[Dataset records]:
--- --- ---
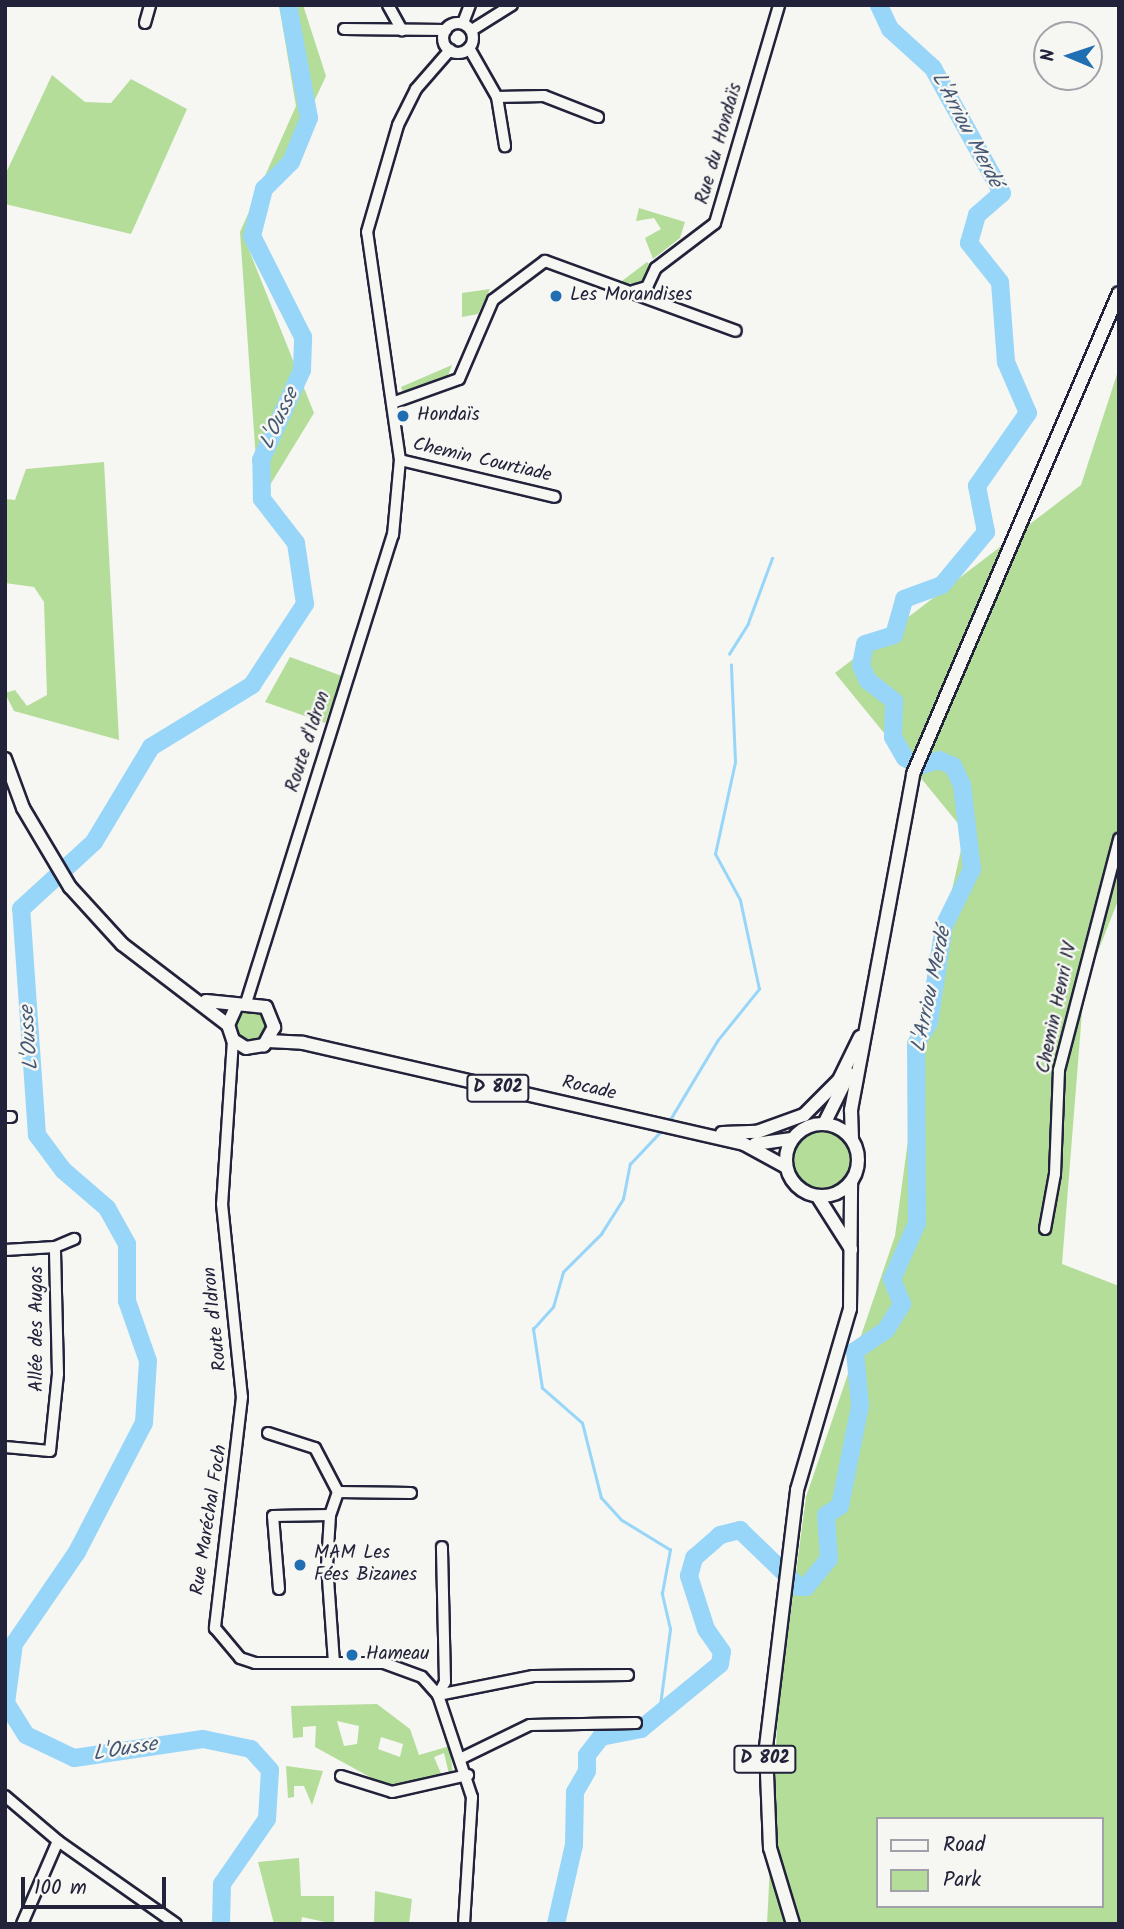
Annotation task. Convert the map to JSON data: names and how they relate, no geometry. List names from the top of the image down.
{
  "streets": {
    "main road": ["D 802", "Rocade"],
    "street": [
      "Rue du Hondaïs",
      "Chemin Courtiade",
      "Route d'Idron",
      "Chemin Henri IV",
      "Allée des Augas",
      "Rue Maréchal Foch"
    ]
  },
  "crossings": [
    ["Chemin Courtiade", "Route d'Idron"],
    ["Route d'Idron", "D 802"],
    ["Route d'Idron", "Rue Maréchal Foch"],
    ["D 802", "Rocade"]
  ],
  "water": ["L'Arriou Merdé", "L'Ousse"],
  "places": [
    "Les Morandises",
    "Hondaïs",
    "MAM Les Fées Bizanes",
    "Hameau"
  ],
  "legend": ["Road", "Park"],
  "scale_bar": "100 m",
  "north": "left"
}
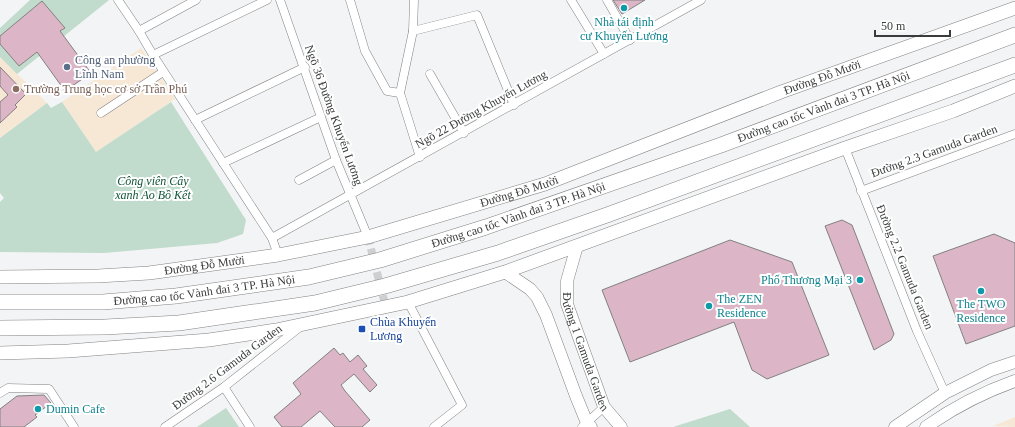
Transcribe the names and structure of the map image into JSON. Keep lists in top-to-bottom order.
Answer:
{
  "streets": {
    "highway": ["Đường cao tốc Vành đai 3 TP. Hà Nội"],
    "main road": ["Đường Đỗ Mười"],
    "street": [
      "Ngõ 22 Đường Khuyến Lương",
      "Ngõ 36 Đường Khuyến Lương",
      "Đường 2.3 Gamuda Garden",
      "Đường 2.2 Gamuda Garden",
      "Đường 1 Gamuda Garden",
      "Đường 2.6 Gamuda Garden"
    ]
  },
  "crossings": [
    ["Đường Đỗ Mười", "Ngõ 36 Đường Khuyến Lương"],
    ["Ngõ 22 Đường Khuyến Lương", "Ngõ 36 Đường Khuyến Lương"],
    ["Đường 2.3 Gamuda Garden", "Đường 2.2 Gamuda Garden"]
  ],
  "parks": ["Công viên Cây xanh Ao Bồ Kết"],
  "places": {
    "other": [
      "Nhà tái định cư Khuyến Lương",
      "Công an phường Lĩnh Nam",
      "Trường Trung học cơ sở Trần Phú",
      "Phố Thương Mại 3",
      "The TWO Residence",
      "The ZEN Residence",
      "Dumin Cafe"
    ],
    "transit": ["Chùa Khuyến Lương"]
  },
  "scale_bar": "50 m"
}
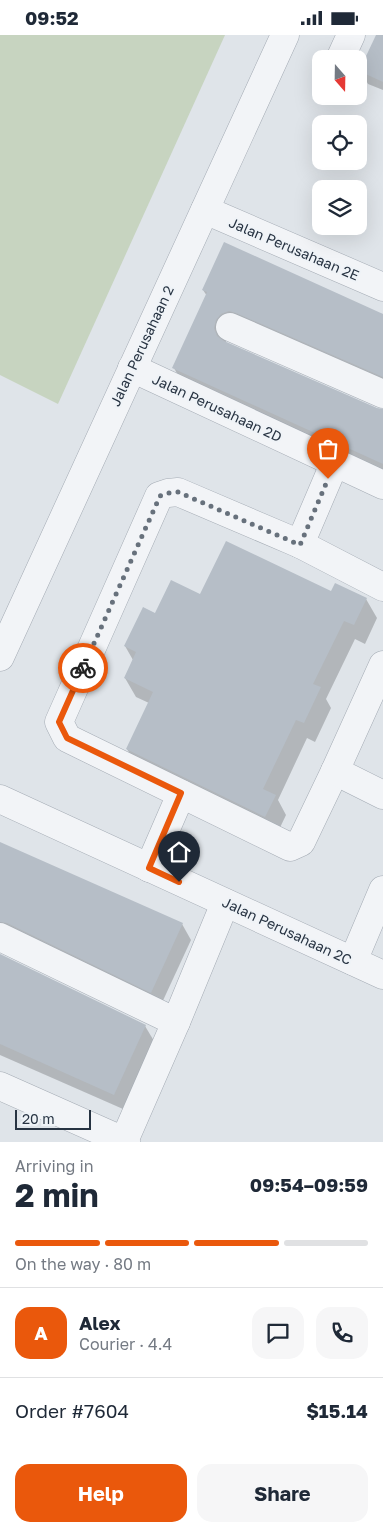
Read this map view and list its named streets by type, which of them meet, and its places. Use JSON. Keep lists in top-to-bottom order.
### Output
{
  "streets": {
    "street": [
      "Jalan Perusahaan 2E",
      "Jalan Perusahaan 2",
      "Jalan Perusahaan 2D",
      "Jalan Perusahaan 2C"
    ]
  },
  "crossings": [
    ["Jalan Perusahaan 2E", "Jalan Perusahaan 2"],
    ["Jalan Perusahaan 2", "Jalan Perusahaan 2D"]
  ],
  "scale_bar": "20 m",
  "north": "bottom",
  "page": {
    "status": "09:52",
    "scale": "20 m",
    "heading": ["2 min", "Arriving in", "09:54–09:59"],
    "panel": [
      "Alex",
      "Courier · 4.4",
      "Order #7604",
      "$15.14"
    ],
    "bar": "On the way · 80 m",
    "round": "A",
    "buttons": ["Help", "Share"]
  }
}
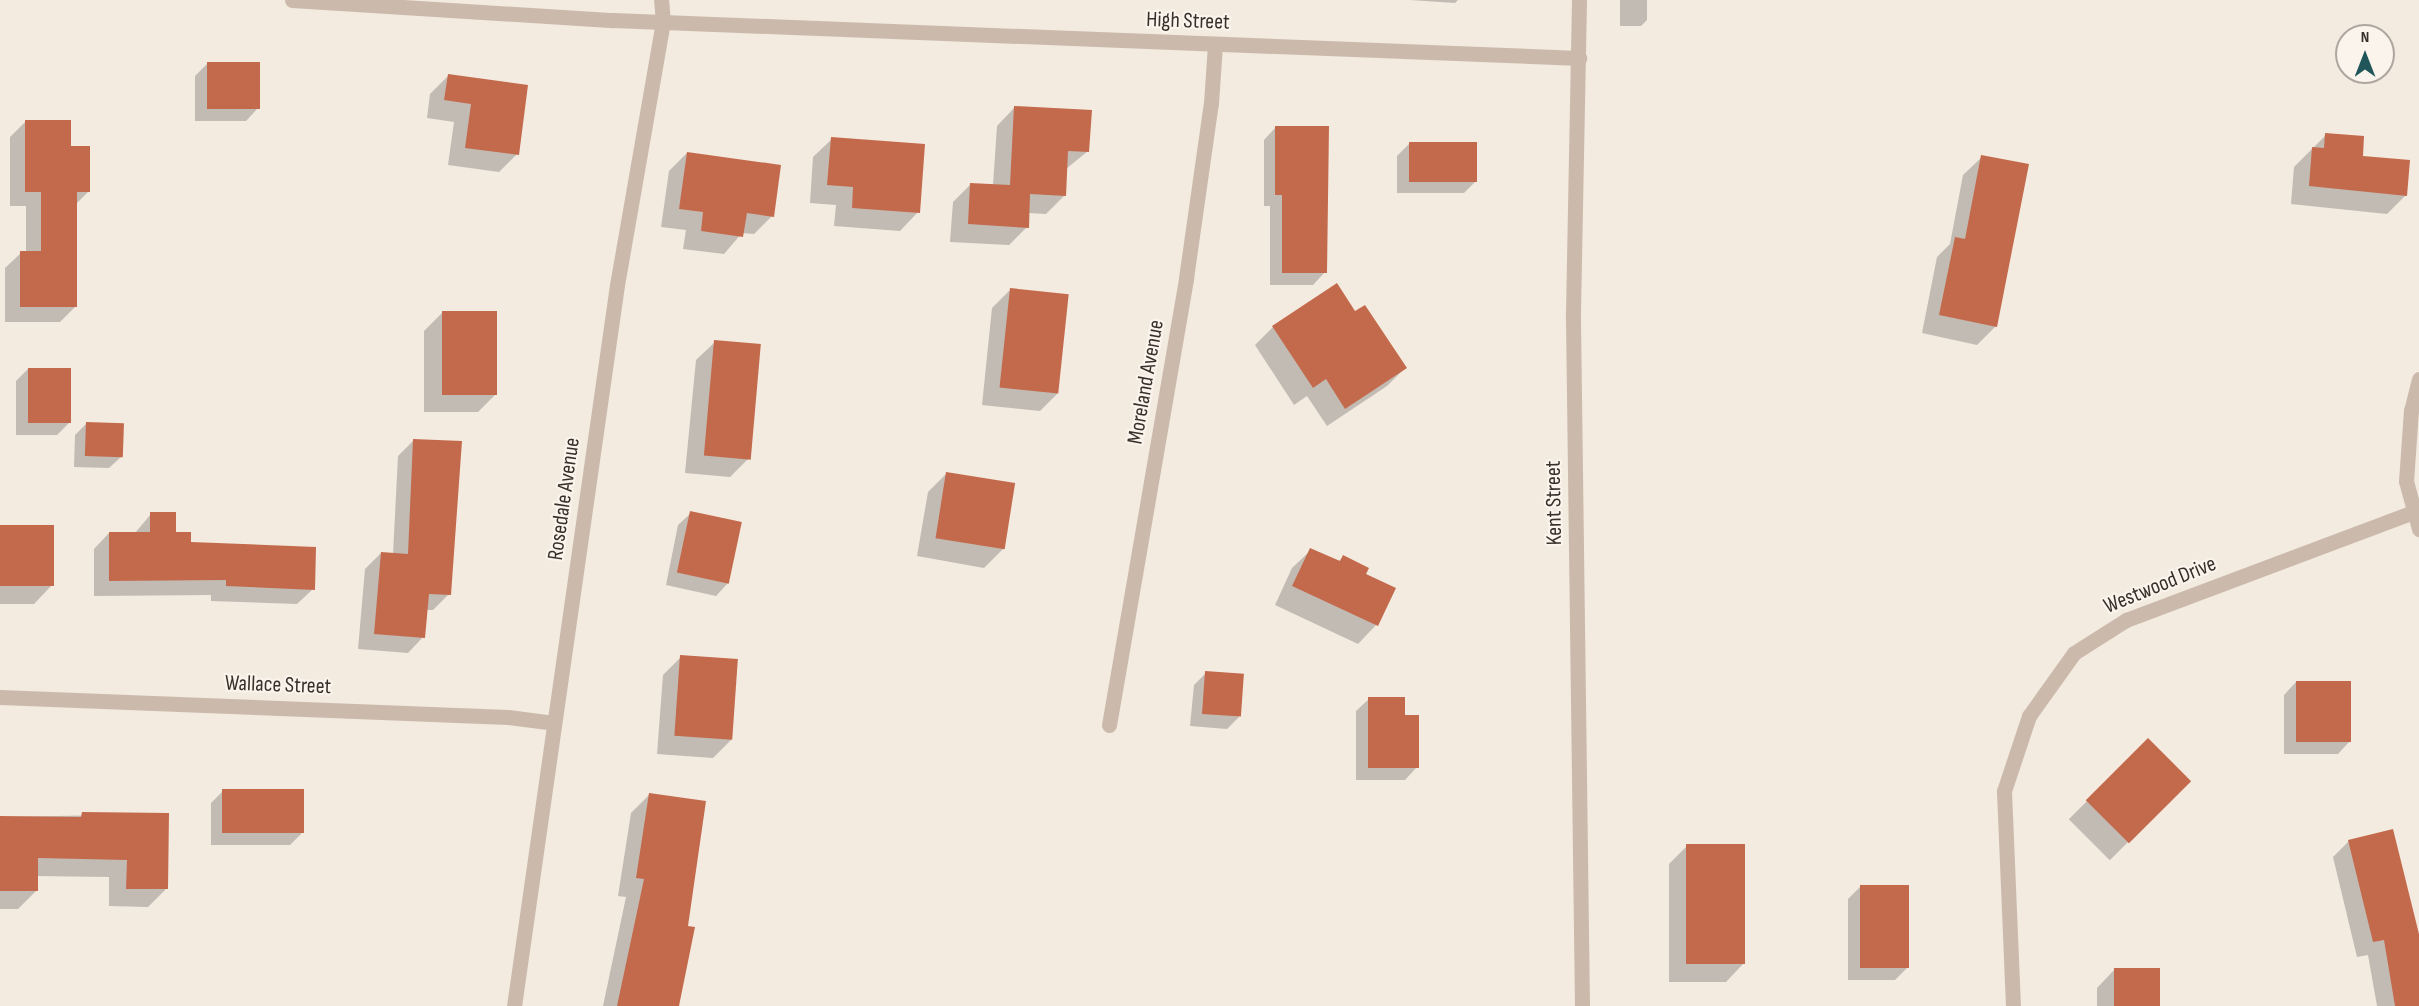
--- --- ---
[Your task]:
From the entries above, show each line that includes the string "Maréchal".

[Your response]:
      "Rue Maréchal Foch"
    ["Route d'Idron", "Rue Maréchal Foch"],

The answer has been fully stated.